As the extraction of thermal water affects the resources of the entire region, the "Permanent Water Commission under the Regensburg Treaty" had a 2D model developed at the end of the 1990s in order to forecast the effects of planned utilisation.

New technical possibilities for calculation

As not all applications could be optimally calculated with the previous model and the technical possibilities have developed significantly in the meantime, the project "Creation of a 3D thermal water flow model in the Lower Bavarian-Upper Austrian Molasse Basin" was commissioned in 2017. The project was carried out by a consortium consisting of GeoSphere Austria, Erdwerk GmbH, Montanuniversität Leoben, RAG Austria AG and the Technical University of Munich.

The clients were the Office of the Upper Austrian Provincial Government and the Federal Ministry of Agriculture, Forestry, Regions and Water Management from Austria and the Bavarian State Office for the Environment from Germany.

Objective: Protection and sustainable management

The general aim of the project was to create a bilaterally harmonised instrument for planning and assessing water management issues. The aim is to continue to ensure the protection and sustainable utilisation of this limited thermal water resource in a standardised cross-border approach.

Hydrogeological 3D model of the region

"In the first step, we developed a three-dimensional hydrogeological model that represents the conditions of the region in as much detail as possible," says hydrogeologist Gerhard Schubert from GeoSphere Austria. "Based on this conceptual model, a numerical model was created in the second step in order to calculate the effects of water withdrawals quickly and realistically in the future."

Data from 138 publications and 1,449 boreholes

The model area covers a strip around 180 kilometres long and 20 to 50 kilometres wide in the border area between Upper Austria and Bavaria.

The data basis for the elaborations was very extensive: "We used information from 138 publications as well as the evaluations of 1,449 boreholes, some of which reached depths of more than 2,000 metres," explains hydrogeologist Schubert, "in addition, extensive material from the databases of the Bavarian State Office for the Environment and the Office of the Upper Austrian State Government was processed and the results of reflection seismic investigations and test results on thermal groundwater from RAG Austria AG were available for the interpretation of the geological structures."

Special test due to Covid lockdown

The work was completed in 2024. In initial tests, the new model demonstrated its good forecasting ability with regard to the impact of changes in abstraction on the thermal water supply.

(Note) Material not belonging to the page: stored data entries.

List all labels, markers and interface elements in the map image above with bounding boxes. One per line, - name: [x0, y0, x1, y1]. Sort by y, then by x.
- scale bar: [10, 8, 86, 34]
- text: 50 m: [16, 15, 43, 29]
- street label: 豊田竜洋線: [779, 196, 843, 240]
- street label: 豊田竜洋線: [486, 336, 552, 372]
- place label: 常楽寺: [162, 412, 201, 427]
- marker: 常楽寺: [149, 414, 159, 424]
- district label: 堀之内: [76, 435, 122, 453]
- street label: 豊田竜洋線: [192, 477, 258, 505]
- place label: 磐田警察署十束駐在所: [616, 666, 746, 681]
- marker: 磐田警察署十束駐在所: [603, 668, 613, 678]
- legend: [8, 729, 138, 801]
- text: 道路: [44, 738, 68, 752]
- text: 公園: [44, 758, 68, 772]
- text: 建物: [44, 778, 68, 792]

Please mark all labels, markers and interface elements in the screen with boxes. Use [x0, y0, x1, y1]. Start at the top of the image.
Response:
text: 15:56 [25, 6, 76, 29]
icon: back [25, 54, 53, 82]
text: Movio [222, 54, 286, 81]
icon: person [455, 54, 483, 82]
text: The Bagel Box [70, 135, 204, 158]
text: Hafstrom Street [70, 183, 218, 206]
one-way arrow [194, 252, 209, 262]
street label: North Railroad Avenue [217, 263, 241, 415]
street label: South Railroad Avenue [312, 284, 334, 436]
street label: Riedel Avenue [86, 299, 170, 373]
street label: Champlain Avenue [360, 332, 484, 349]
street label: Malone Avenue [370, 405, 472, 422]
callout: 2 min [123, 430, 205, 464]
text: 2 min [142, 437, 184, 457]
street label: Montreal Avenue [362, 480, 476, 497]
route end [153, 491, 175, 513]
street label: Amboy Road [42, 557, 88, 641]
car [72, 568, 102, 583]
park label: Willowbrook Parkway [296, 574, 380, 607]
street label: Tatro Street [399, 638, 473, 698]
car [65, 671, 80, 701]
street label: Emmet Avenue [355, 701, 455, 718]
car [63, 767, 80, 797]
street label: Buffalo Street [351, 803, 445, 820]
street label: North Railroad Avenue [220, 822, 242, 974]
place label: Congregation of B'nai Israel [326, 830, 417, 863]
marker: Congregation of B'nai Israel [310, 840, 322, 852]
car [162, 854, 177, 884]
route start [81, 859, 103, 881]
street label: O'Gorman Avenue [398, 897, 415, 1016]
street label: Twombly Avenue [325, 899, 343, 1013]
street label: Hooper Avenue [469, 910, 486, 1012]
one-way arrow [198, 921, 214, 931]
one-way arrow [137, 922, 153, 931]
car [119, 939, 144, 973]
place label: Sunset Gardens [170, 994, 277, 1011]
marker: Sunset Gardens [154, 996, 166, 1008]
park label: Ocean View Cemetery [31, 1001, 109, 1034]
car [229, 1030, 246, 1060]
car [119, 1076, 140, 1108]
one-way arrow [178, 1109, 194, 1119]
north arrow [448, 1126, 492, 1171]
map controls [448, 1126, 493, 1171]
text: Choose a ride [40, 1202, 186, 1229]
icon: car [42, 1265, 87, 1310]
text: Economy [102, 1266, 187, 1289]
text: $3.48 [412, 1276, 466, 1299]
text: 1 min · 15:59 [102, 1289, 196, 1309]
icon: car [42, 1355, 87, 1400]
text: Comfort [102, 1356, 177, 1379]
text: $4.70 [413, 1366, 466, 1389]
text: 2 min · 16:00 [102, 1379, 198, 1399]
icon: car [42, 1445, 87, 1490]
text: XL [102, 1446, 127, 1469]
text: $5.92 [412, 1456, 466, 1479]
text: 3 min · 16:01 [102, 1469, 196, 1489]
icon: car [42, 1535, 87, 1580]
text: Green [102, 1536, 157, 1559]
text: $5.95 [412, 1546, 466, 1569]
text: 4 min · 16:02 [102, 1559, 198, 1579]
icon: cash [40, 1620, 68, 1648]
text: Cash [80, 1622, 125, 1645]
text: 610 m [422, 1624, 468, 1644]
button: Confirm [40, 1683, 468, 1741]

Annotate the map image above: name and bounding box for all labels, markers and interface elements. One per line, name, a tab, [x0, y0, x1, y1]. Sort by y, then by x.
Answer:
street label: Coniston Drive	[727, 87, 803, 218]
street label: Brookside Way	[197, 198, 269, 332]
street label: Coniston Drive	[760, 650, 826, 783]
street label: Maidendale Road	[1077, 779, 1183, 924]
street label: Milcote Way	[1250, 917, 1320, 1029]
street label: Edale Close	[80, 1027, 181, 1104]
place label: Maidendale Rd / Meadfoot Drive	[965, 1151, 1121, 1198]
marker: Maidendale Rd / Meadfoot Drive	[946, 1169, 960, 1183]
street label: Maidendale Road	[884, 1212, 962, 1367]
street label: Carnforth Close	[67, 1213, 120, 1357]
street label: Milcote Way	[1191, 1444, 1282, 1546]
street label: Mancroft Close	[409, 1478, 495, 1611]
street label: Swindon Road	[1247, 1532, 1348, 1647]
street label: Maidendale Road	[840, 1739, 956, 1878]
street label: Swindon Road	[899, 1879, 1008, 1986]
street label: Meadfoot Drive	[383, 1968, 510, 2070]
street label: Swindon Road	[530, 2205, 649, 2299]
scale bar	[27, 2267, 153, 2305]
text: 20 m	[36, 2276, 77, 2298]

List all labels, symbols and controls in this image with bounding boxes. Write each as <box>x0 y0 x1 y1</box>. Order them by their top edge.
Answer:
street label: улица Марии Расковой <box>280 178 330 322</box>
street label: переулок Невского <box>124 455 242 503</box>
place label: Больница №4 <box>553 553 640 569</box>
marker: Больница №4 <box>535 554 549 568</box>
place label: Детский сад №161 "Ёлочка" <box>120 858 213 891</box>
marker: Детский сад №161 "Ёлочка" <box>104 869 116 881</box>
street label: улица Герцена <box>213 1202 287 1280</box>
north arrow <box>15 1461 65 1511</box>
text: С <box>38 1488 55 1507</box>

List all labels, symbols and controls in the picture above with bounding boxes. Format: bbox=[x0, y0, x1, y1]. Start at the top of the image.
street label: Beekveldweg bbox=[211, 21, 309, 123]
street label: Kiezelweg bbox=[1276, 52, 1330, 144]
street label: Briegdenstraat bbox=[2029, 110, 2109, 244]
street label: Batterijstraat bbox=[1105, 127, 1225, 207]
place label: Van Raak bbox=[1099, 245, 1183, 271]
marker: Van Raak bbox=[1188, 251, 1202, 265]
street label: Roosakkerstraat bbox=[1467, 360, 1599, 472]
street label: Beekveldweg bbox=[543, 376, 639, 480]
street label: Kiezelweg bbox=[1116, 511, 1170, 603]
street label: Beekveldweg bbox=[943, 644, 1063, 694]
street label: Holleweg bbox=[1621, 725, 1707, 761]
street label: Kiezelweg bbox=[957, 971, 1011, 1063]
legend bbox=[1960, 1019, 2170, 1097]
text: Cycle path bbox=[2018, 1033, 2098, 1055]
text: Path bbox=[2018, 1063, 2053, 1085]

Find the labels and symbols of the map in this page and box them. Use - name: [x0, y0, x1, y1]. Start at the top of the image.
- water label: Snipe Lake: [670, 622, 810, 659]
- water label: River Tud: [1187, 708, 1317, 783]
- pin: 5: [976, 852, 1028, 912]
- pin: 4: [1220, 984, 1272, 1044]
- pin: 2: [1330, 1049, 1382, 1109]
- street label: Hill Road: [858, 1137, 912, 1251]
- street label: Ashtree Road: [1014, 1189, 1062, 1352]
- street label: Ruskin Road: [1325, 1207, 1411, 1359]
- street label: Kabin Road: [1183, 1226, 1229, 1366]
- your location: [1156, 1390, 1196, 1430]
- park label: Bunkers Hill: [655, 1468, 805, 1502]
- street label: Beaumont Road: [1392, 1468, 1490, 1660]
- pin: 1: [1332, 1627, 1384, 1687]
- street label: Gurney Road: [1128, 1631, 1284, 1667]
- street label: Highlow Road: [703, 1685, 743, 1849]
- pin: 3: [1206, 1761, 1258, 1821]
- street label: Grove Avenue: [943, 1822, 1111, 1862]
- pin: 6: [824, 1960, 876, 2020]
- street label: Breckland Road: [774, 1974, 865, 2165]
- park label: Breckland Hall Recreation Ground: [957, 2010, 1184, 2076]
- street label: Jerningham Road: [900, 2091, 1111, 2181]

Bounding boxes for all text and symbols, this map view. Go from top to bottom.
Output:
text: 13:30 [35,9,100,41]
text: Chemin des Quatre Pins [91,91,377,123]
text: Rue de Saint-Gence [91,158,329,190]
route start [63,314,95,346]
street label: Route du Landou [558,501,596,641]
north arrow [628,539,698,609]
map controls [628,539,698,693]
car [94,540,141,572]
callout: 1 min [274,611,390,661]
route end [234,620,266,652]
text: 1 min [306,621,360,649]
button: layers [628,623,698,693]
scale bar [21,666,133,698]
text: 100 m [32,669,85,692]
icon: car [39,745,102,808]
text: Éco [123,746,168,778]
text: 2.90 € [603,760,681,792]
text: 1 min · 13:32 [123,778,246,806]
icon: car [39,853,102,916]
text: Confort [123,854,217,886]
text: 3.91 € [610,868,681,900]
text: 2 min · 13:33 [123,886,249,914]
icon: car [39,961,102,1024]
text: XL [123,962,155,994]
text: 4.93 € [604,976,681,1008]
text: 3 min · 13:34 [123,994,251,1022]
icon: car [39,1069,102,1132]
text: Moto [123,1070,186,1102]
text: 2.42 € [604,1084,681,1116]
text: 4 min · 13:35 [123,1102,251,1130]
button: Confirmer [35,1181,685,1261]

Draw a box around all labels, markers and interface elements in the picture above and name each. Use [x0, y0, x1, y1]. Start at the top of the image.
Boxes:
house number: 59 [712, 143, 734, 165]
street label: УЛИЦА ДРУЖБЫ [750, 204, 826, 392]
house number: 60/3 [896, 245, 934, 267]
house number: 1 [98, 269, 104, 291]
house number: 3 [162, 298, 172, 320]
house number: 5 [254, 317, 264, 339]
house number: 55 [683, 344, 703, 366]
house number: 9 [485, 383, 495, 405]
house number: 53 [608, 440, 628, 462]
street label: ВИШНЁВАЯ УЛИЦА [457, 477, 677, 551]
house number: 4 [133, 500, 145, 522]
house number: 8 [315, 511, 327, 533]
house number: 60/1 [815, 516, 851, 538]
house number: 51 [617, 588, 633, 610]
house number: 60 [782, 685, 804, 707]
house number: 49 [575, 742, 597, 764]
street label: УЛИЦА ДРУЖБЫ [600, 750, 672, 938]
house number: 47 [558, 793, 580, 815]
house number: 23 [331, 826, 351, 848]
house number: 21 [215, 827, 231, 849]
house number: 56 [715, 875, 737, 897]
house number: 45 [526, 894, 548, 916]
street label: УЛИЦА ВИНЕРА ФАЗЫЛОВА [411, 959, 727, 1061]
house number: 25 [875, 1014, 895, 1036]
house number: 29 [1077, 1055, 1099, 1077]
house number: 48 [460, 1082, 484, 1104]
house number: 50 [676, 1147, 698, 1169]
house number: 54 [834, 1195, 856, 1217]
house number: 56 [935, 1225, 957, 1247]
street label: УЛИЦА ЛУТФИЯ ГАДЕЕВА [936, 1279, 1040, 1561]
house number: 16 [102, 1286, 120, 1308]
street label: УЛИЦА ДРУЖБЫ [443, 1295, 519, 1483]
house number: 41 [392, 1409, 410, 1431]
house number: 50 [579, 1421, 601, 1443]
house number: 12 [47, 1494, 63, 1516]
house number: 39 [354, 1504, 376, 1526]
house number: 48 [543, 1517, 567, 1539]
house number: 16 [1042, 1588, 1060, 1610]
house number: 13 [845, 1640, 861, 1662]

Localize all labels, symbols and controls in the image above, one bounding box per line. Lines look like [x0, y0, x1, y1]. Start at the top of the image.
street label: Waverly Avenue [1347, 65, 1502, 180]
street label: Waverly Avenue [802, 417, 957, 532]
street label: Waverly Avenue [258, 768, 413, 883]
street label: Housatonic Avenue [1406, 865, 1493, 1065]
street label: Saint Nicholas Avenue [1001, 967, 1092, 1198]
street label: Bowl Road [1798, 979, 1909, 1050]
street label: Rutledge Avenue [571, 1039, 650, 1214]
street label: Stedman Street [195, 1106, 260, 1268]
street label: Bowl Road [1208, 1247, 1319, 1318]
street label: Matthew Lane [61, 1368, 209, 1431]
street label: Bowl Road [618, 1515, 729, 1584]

The lockdown during the Covid pandemic in 2020 provided a special opportunity for a very realistic test. "Many thermal baths were closed for some time at that time and had significantly reduced the production of thermal water," says Gerhard Schubert from GeoSphere Austria, "and extensive water data was available that had not yet been included in the calibration of the numerical model. This data was used to show how realistically the new forecasting model can be used to calculate the pressure changes caused in the region."

Residence time of the thermal water much longer than assumed

The project also provided some new hydrogeological findings. Originally, the flow time of the thermal water from the catchment area in Bavaria to Bad Schallerbach in Upper Austria was estimated to be around 5,000 years. More recent investigations have now revealed a significantly longer residence time of the water in the thermal aquifer of several tens of thousands of years.

These results confirm the limited nature of the available usable thermal water resources. They make it clear that the water management conditions and thus the utilisation possibilities can only be maintained if the thermal water is used sparingly and in the sense of sustainable management.